Farmers may be on track for another “down,” said Kruse, who is president of CommStock Investments and whose column appears in Farm News.

“Somebody told me they don’t want any bad news. I don’t have that bad news as we stand here right now, but we’re probably one event away from it,” Kruse said. “One really negative shock, one train or truck hits us at this point in time would create a crisis.

“We’re kind of on the edge. What happens from here is whether or not we get pushed over.”

That’s why Kruse is concerned about talk of ending NAFTA, which would plunge the agricultural states into a recession, Kruse said.

Along with trade agreements and tax policy, Kruse also addressed grain price trends, future predictions, the expected La Nina weather patterns and how that might impact corn growth in South America, farmland prices and debt to a standing-room-only crowd of around 140 people.
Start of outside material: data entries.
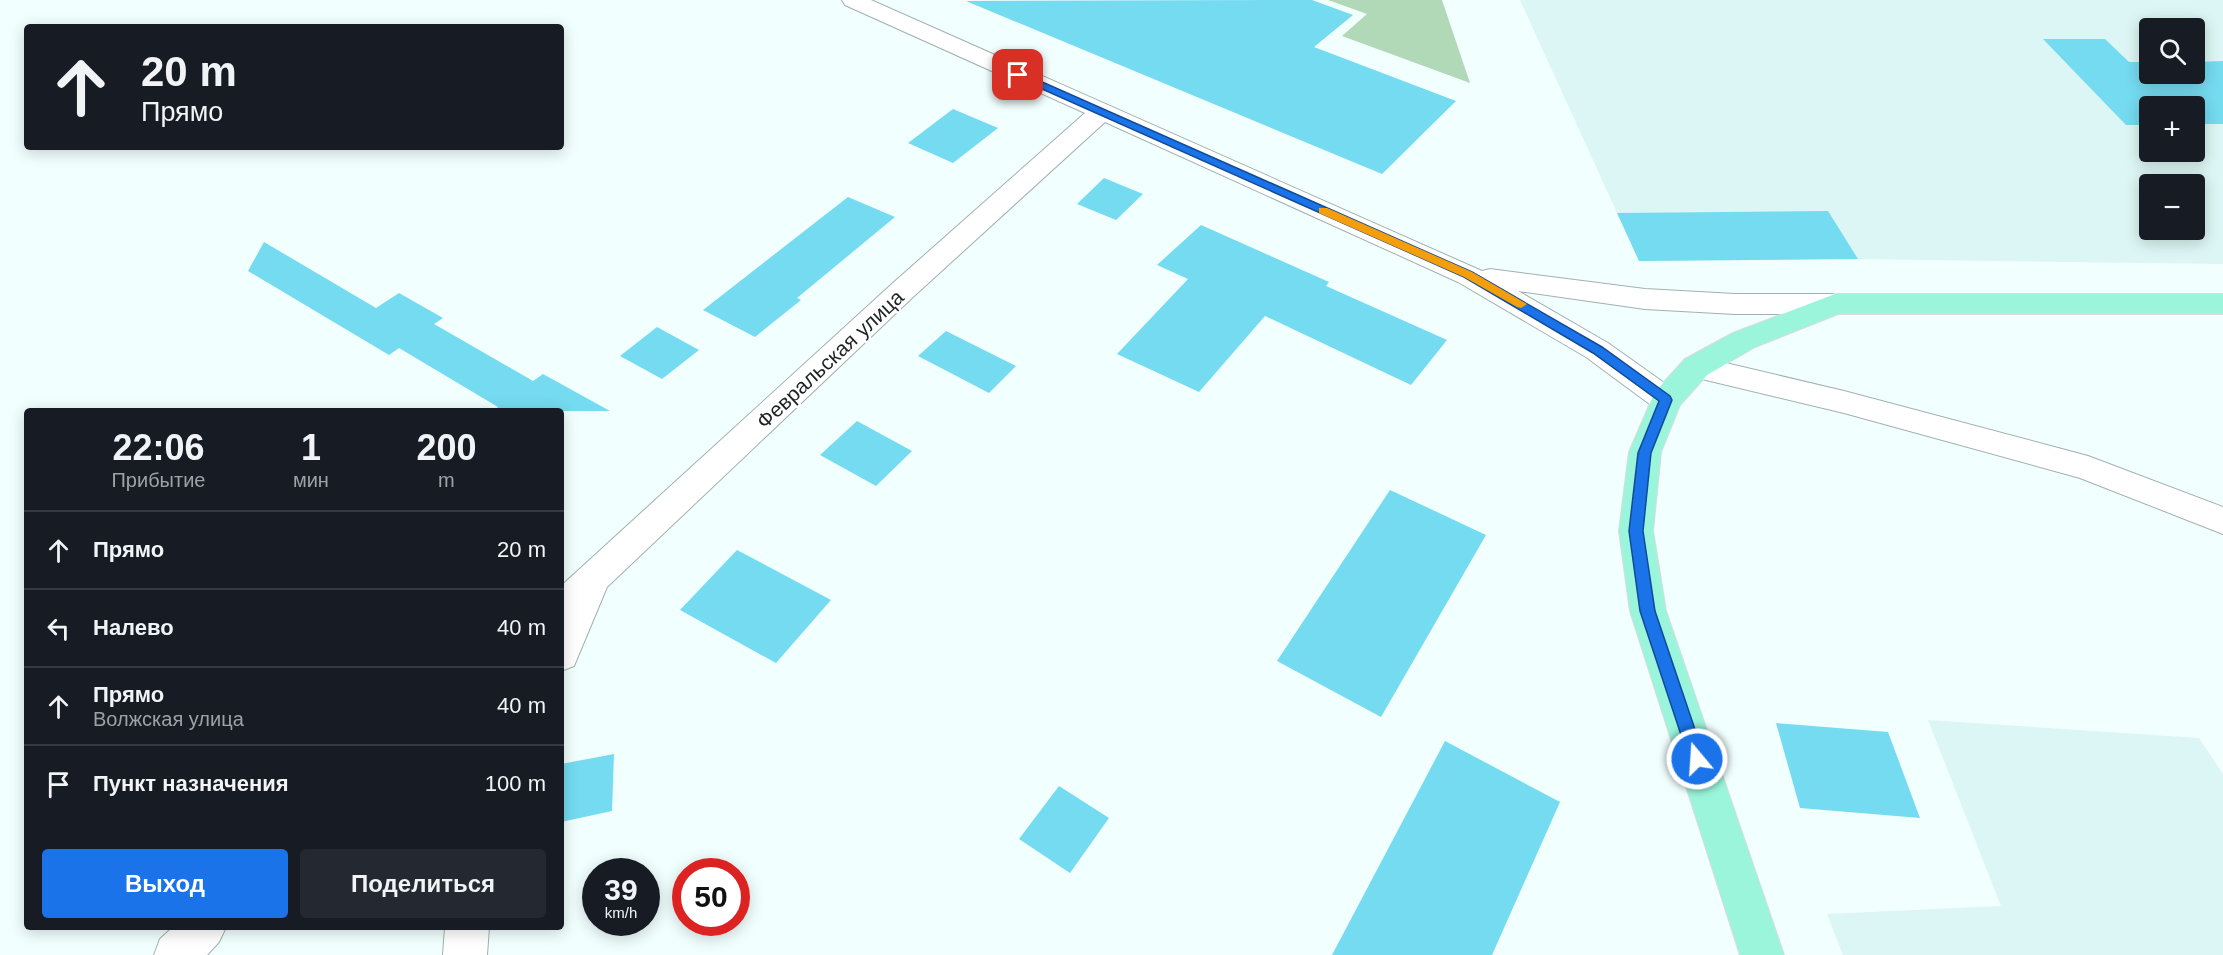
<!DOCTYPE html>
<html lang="ru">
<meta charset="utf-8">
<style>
:root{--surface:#171b24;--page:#242831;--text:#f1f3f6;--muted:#9ea1a6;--line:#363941;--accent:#1a73e8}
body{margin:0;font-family:Helvetica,sans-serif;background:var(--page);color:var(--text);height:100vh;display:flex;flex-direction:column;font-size:22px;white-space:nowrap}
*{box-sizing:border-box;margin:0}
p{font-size:20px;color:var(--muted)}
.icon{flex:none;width:33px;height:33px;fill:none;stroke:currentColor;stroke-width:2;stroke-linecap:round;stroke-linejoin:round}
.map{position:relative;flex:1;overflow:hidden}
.side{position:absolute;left:24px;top:408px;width:540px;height:522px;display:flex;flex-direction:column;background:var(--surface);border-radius:6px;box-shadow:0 3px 15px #0003}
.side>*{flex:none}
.guide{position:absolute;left:24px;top:24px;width:540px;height:126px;border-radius:6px;box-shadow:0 3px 15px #0003;background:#171b24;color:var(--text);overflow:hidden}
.fabs{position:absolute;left:2139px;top:18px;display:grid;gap:12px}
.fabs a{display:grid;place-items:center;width:66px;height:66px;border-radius:6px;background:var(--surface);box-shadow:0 3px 15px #0003;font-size:30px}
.speed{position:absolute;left:582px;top:858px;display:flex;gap:12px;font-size:30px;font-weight:700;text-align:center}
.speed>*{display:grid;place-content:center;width:78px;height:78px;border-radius:50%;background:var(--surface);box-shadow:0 3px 15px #0003;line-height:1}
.speed small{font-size:15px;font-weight:400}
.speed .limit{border:9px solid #d22;background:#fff;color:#111}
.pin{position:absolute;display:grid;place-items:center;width:51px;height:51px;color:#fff;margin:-26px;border-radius:12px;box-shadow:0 3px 9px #0006}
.me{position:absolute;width:66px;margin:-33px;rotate:342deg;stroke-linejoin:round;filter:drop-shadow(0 0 4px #0008)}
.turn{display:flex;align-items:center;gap:21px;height:126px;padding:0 18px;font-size:27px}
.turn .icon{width:78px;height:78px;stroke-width:2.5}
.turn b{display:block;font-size:42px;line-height:51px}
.eta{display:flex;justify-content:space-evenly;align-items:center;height:102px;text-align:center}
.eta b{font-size:36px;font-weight:700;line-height:42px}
.primary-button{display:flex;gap:12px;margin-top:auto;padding:12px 18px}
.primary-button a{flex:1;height:69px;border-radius:6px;background:var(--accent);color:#fff;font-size:24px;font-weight:700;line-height:69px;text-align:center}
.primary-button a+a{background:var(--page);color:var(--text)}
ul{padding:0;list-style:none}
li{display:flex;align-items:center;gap:18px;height:78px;padding:0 18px;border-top:2px solid var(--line)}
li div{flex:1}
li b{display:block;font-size:22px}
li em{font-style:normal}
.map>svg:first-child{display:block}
</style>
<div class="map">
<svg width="2223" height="955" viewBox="0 0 2223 955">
<rect width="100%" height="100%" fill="#f1fffe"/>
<g fill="#dbf6f4" fill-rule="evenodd">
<path d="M 1520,0 L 2223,0 L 2223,264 L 1858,259 L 1639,261 ZM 2150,28 L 2194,28 L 2194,74 L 2150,74 ZM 2150,106 L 2194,106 L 2194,152 L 2150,152 ZM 2150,184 L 2194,184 L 2194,230 L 2150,230 Z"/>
<path d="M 1928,720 L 2199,738 L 2223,774 L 2223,955 L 1843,955 L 1827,914 L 2001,906 Z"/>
</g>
<path fill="#b1d9b7" d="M 1328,0 L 1442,0 L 1470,83 L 1342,36 L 1367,14 Z"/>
<g fill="#75dbf0">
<path d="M 1312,0 L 1353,15 L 1314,47 L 1456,101 L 1382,174 L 966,1 Z"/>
<path d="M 2043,39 L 2105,39 L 2129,62 L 2150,62 L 2150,74 L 2194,74 L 2194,62 L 2223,61 L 2223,124 L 2194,124 L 2194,106 L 2150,106 L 2150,125 L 2126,125 Z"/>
<path d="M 953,109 L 998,128 L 953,163 L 908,143 Z"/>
<path d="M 1104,178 L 1143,194 L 1116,220 L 1077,204 Z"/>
<path d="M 848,197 L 895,217 L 797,298 L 801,300 L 755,337 L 703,310 Z"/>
<path d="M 1828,211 L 1858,259 L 1639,261 L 1617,213 Z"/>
<path d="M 1201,225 L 1329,282 L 1326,286 L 1447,340 L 1411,385 L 1265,316 L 1199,392 L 1117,354 L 1188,279 L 1157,265 Z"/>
<path d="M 264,242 L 376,308 L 399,293 L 443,318 L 434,324 L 533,381 L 543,374 L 610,411 L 493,411 L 498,407 L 399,348 L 389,355 L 248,271 Z"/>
<path d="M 657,327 L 699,350 L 662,379 L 620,356 Z"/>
<path d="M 946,331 L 1016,366 L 989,393 L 918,356 Z"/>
<path d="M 857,421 L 912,451 L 876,486 L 820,455 Z"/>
<path d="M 1390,490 L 1486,535 L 1381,717 L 1277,661 Z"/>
<path d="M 737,550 L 831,600 L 776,663 L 680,610 Z"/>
<path d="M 1776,723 L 1888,732 L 1920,818 L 1800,808 Z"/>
<path d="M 1445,741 L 1560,802 L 1492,955 L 1332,955 Z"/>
<path d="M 614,754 L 612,811 L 561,822 L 561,764 Z"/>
<path d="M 1059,786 L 1109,818 L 1070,873 L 1019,839 Z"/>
</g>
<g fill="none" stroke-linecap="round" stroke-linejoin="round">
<g stroke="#a1b1b0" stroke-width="2">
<g id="minor">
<path d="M 842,0 L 871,0 L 1482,271 L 1490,269 L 1645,289 L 1735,294 L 1835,294 L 1845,297 L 1850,304 L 1845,311 L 1835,314 L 1735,314 L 1645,309 L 1518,291 L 1608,343 L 1677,392 L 1682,400 L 1677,408 L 1666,411 L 1655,408 L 1586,357 L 1458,282 L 1105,122 L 913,297 L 607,587 L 574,666 L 561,671 L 561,586 L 893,283 L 1085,113 L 845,5 Z"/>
<path d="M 1696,356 L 1844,391 L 2088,456 L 2223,507 L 2223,534 L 2080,478 L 1844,413 L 1685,375 L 1681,367 L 1685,359 Z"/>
<path d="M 173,927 L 226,927 L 219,942 L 207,955 L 154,955 L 160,939 Z"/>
<path d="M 445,927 L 489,927 L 487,955 L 443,955 Z"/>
</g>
</g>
<g stroke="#dbdcdc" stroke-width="2">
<path id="major" d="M 1835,294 L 2223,294 L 2223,314 L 1838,314 L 1755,347 L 1707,375 L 1680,405 L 1661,452 L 1653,531 L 1666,611 L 1784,955 L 1740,955 L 1630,611 L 1619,531 L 1629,452 L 1655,392 L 1685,359 L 1733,333 Z"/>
</g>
<use href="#minor" fill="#fff" fill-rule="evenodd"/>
<use href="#major" fill="#9af5db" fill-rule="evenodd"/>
</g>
<path fill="#1a73e8" stroke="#114b97" stroke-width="1.5" d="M 1015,73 L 1022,73 L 1472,272 L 1602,347 L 1670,396 L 1672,400 L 1651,453 L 1643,531 L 1655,611 L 1705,759 L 1703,764 L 1697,766 L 1691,764 L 1689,759 L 1640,611 L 1629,531 L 1638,453 L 1659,401 L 1593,353 L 1464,277 L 1015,77 Z"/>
<path fill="#f59e0b" d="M 1319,208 L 1327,208 L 1472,272 L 1527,304 L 1521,308 L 1517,307 L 1464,277 L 1319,213 Z"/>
<g text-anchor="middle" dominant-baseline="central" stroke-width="4.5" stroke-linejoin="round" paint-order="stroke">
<g font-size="21" fill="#1e2423" stroke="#fff">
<text transform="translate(830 359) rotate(-43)">Февральская улица</text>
</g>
</g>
</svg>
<div class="fabs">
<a><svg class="icon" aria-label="search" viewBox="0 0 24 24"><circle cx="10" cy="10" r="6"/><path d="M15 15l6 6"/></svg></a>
<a>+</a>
<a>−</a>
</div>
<div class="speed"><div>39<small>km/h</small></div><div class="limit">50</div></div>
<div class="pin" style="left:1018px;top:75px;background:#d93025"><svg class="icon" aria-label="arrive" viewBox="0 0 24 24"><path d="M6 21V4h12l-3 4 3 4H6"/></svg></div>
<svg class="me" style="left:1697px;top:759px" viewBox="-20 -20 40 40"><circle r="17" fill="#1a73e8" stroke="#fff" stroke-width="3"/><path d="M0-11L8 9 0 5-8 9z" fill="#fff"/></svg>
<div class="guide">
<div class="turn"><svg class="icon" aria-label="ahead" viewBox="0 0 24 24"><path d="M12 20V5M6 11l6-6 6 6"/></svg><div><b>20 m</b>Прямо</div></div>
</div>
<section class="side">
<div class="eta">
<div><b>22:06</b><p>Прибытие</p></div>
<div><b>1</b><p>мин</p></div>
<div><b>200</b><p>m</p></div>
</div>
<ul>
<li><svg class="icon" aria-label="ahead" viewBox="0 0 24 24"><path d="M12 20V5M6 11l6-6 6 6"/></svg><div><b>Прямо</b></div><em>20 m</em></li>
<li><svg class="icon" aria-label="left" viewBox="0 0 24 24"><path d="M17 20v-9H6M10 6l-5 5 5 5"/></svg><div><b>Налево</b></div><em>40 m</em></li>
<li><svg class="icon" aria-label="ahead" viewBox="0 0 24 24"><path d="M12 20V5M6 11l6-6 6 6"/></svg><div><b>Прямо</b><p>Волжская улица</p></div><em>40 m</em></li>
<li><svg class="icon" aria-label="arrive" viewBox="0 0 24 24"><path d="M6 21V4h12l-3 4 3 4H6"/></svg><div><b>Пункт назначения</b></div><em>100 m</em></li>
</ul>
<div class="primary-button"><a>Выход</a><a>Поделиться</a></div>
</section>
</div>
Farm costs and farm revenues are very close right now, Kruse said, and farmers are barely making enough to cover expenses.
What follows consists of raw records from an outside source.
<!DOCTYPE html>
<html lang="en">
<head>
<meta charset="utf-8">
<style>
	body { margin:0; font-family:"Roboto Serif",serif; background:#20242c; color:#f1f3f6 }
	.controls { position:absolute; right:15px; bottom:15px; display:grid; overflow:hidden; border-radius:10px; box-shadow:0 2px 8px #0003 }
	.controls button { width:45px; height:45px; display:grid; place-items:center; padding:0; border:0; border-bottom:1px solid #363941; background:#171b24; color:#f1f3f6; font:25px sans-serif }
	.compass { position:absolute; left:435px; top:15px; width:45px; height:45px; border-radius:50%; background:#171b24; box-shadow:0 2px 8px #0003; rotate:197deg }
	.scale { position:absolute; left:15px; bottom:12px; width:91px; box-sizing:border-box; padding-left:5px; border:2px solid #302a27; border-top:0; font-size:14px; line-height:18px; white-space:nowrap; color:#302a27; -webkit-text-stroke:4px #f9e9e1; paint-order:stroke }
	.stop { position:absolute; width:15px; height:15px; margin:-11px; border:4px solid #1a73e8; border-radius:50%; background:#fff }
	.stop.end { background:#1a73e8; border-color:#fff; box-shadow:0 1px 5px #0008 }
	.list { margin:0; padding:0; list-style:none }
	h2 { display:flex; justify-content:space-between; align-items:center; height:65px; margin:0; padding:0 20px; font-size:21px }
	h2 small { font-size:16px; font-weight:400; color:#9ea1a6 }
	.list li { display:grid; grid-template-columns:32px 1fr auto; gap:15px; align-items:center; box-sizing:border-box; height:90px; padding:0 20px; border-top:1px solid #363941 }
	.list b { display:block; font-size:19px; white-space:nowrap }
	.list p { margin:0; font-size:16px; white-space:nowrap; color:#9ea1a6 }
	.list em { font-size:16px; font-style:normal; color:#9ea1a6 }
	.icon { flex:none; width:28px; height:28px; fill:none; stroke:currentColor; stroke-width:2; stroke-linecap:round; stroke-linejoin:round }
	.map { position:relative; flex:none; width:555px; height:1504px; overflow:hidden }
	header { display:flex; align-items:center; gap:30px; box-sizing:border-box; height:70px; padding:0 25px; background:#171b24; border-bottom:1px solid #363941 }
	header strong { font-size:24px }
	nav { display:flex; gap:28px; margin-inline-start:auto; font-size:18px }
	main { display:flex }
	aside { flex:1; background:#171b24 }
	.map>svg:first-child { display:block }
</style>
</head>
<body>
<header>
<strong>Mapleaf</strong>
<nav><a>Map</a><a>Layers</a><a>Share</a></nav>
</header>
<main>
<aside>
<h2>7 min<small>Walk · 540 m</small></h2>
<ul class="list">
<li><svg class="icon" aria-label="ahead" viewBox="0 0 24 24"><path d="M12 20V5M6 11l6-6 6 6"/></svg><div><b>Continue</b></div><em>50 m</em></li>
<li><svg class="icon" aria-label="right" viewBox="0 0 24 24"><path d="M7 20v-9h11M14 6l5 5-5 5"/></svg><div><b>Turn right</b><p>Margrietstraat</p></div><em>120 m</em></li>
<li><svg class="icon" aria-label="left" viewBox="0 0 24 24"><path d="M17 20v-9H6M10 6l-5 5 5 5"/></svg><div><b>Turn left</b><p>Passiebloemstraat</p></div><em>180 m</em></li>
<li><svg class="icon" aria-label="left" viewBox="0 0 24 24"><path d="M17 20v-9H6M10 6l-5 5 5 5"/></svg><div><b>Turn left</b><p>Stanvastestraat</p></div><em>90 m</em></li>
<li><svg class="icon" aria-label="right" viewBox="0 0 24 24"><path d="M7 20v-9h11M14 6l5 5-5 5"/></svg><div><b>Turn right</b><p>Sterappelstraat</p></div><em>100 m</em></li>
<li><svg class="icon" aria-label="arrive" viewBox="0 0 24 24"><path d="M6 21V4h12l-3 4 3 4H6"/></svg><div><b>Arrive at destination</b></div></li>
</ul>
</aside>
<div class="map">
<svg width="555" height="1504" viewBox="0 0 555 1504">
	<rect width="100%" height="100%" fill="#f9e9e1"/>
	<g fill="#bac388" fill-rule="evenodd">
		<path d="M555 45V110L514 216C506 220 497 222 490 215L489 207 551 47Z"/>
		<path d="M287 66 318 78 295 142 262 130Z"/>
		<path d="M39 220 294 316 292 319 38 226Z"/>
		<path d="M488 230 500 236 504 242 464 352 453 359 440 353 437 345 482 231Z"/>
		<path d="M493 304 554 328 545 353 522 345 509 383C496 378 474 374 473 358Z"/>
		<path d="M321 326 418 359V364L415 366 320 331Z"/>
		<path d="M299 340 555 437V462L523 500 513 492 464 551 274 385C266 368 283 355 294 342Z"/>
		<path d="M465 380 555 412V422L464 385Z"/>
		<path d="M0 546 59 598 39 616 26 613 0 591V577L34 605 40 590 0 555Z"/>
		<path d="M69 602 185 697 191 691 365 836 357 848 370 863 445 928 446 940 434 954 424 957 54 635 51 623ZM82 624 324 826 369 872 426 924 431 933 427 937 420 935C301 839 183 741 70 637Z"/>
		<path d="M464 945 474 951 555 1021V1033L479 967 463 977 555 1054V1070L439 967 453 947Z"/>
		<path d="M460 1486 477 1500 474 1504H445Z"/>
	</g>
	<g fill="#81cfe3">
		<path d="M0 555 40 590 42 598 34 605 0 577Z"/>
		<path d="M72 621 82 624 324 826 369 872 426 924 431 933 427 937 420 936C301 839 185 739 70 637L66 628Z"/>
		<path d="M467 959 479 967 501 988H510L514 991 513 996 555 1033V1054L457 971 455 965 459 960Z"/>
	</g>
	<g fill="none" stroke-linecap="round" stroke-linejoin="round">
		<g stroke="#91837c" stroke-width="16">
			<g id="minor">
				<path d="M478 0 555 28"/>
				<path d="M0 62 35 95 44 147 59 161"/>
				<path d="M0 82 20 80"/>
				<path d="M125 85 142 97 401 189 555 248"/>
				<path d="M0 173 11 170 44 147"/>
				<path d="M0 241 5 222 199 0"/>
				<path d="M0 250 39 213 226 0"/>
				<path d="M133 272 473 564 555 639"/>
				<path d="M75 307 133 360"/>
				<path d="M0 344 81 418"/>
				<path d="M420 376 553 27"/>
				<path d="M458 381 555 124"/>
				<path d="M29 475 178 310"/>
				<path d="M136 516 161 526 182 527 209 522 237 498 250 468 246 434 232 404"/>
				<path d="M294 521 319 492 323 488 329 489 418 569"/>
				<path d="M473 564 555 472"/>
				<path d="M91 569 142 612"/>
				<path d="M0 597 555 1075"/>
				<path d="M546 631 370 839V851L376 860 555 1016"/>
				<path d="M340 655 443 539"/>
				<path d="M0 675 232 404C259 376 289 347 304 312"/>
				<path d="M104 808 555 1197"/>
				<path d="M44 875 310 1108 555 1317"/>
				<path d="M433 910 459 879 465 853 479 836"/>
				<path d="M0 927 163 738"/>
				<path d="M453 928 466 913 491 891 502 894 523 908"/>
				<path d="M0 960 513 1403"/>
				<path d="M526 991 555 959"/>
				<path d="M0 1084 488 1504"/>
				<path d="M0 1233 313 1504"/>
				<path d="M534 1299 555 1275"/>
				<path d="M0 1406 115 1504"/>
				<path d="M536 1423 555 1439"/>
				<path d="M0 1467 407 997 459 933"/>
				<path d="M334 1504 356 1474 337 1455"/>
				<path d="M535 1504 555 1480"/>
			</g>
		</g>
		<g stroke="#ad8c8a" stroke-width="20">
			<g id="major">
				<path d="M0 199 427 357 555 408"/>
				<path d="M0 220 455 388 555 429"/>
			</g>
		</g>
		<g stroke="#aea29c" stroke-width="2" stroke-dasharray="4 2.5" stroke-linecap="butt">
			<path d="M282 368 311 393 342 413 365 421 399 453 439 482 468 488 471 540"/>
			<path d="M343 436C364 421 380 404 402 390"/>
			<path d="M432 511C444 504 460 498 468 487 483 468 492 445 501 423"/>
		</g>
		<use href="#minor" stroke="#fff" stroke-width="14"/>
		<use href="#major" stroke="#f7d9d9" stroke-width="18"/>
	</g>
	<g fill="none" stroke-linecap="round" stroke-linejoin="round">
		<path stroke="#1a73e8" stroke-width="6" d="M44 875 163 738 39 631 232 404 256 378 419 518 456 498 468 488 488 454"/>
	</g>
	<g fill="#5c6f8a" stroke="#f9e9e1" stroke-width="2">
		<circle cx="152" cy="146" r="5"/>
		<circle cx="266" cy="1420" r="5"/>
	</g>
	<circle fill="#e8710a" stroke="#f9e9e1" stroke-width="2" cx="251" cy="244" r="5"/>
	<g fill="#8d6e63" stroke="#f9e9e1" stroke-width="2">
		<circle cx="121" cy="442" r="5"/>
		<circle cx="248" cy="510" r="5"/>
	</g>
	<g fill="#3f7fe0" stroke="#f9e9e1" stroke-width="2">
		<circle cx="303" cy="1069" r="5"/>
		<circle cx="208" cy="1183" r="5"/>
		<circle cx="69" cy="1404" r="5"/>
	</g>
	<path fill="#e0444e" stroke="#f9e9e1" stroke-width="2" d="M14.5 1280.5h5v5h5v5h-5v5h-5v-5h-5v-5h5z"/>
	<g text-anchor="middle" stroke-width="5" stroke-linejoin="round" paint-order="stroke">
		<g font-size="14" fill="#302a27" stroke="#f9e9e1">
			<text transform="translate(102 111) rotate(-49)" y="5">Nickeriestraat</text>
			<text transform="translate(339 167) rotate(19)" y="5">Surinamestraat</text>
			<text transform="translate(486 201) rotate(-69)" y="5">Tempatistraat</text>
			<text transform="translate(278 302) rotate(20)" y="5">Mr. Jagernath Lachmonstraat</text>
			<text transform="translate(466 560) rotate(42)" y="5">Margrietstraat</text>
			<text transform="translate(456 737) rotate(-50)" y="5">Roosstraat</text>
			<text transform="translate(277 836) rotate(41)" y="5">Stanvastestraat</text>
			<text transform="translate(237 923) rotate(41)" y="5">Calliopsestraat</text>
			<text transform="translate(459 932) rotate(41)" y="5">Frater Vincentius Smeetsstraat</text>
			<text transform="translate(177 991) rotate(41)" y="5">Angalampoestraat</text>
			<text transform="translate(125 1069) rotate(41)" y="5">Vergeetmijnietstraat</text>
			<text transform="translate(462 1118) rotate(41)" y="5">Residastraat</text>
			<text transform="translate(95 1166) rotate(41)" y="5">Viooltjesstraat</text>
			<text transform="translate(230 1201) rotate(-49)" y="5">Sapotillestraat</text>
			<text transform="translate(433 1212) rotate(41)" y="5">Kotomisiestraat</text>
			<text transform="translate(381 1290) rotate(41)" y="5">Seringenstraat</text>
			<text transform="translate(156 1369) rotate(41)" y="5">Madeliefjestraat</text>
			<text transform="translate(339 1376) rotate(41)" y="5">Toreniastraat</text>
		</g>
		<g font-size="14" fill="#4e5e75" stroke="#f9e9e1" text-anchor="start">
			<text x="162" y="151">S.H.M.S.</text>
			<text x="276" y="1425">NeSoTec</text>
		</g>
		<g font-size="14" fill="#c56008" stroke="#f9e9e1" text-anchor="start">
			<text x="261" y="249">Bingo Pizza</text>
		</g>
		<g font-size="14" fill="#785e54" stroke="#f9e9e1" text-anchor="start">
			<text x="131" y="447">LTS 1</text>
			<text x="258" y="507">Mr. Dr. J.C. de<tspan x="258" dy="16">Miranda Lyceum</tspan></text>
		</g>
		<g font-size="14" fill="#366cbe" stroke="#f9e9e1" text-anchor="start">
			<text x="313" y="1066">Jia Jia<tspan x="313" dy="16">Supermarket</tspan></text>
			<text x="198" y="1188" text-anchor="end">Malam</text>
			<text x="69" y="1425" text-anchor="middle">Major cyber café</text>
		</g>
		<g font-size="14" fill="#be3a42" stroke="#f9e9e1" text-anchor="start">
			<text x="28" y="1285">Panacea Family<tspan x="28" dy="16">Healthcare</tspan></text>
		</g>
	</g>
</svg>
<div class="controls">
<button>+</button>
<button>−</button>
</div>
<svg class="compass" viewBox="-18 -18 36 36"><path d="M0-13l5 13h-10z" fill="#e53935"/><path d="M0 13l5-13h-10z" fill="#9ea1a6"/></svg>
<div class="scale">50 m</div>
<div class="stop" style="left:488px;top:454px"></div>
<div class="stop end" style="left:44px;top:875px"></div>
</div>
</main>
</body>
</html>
“We’re not really making any money right now. We’re just living off of equity,” said Kruse. “I don’t think it will surprise anybody here when I say we’re seeing some record tight margins right now.”

Mexico is the number one buyer of corn and pork, the number two buyer of beef, and the number three buyer of soybeans.

“Like I said, we’re one major push off the ledge to this becoming a crisis,” he said. “Is NAFTA and trade pushing us off the edge? It could very well be. I’m worried about it. I’m trying to figure out ways to protect my balance sheet that don’t cost too much money.”

One thing he thinks is more sure–tearing up NAFTA will cause a recession in Mexico, he said. It will cause a recession in Iowa and other ag states, but probably not in the U.S. overall.

As Mexico’s economy falls, this may lead to a resurgence of illegal immigration into the U.S., he said.

And President Donald Trump is looking to change trade relationships with other countries as well, Kruse said, which could leave the U.S. left out.

“We’ll make South American agriculture great with this trade policy,” he said. “I think if we build trade barriers here, if we build walls and get rid of trade agreements we have, China is going to go other places. They have a lot more potential in Brazil to invest in infrastructure.”

Farmers should watch the new tax plan closely, Kruse said. For one thing, it caps state and local tax deductions at $10,000.

“We’re still trying to figure out if they mean farmland property taxes or not. I’ve been told both ways,” Kruse said. “I had an accountant who said no, they don’t mean business taxes like for farmland, property taxes; and I’ve had another who said they did not see that exclusion there. That it, $10,000.

“You take a guy out in Nebraska, they get $100 an acre property taxes out there. If you can’t go and deduct that, that’s a pretty material issue. I hope they get this right.”

The new law limits how farmers could carry forward losses, he said.

“Agriculture has always been cyclical. Sometimes we make money, and some times we lose money. I thought that was an important provision for us,” he said. “They’re trimming us back and I don’t know why.”

The tax plan also isn’t favorable to farmers who serve as pass-through entities.

“I’m a pass-through entity. I think a lot of you in the room probably are,” he said. “We go back to what was promised and what we’re getting. When Donald Trump was in Iowa he said farmers will pay a 15% tax rate. That got my attention.”

That’s not in the final bill, though; pass-throughs end up paying a higher rate than large corporations.

“Basically you are getting a lower tax rate on a slice of your pass-through income. So you’re still going to be at sub 30 while corporations have it at 20,” Kruse said.

“What I got out of Donald, when he came out and said everybody would pay 15 percent, I thought for the first time, here’s somebody who is going to give us the same tax rate as the corporations. The small businesses are going to get treated the same. Well, that didn’t last.”

With farm production so high, farmers need high demand for their crop, Kruse said.

He believes ethanol is one of the needed uses for corn, but said it’s been a challenge to keep ethanol supported in the past year.

EPA Administrator Scott Pruitt tried different ways that would have harmed ethanol production, including lowering the RFS numbers.

“Everyone was assuring me that Donald Trump supports ethanol, but that didn’t stop Pruitt from trying,” Kruse said.

He said Iowa Senators Joni Ernst and Charles Grassley fought for the renewable fuel standard.

“Grassley said he was lied to. When Pruitt came in to get his confirmation hearing he stood in both their offices and promised he wouldn’t do exactly what he was doing,” Kruse said.

So far their efforts have been successful, he said, “but I never heard Trump tweet it. It’s not official until it’s a tweet. But it did get pushed back.”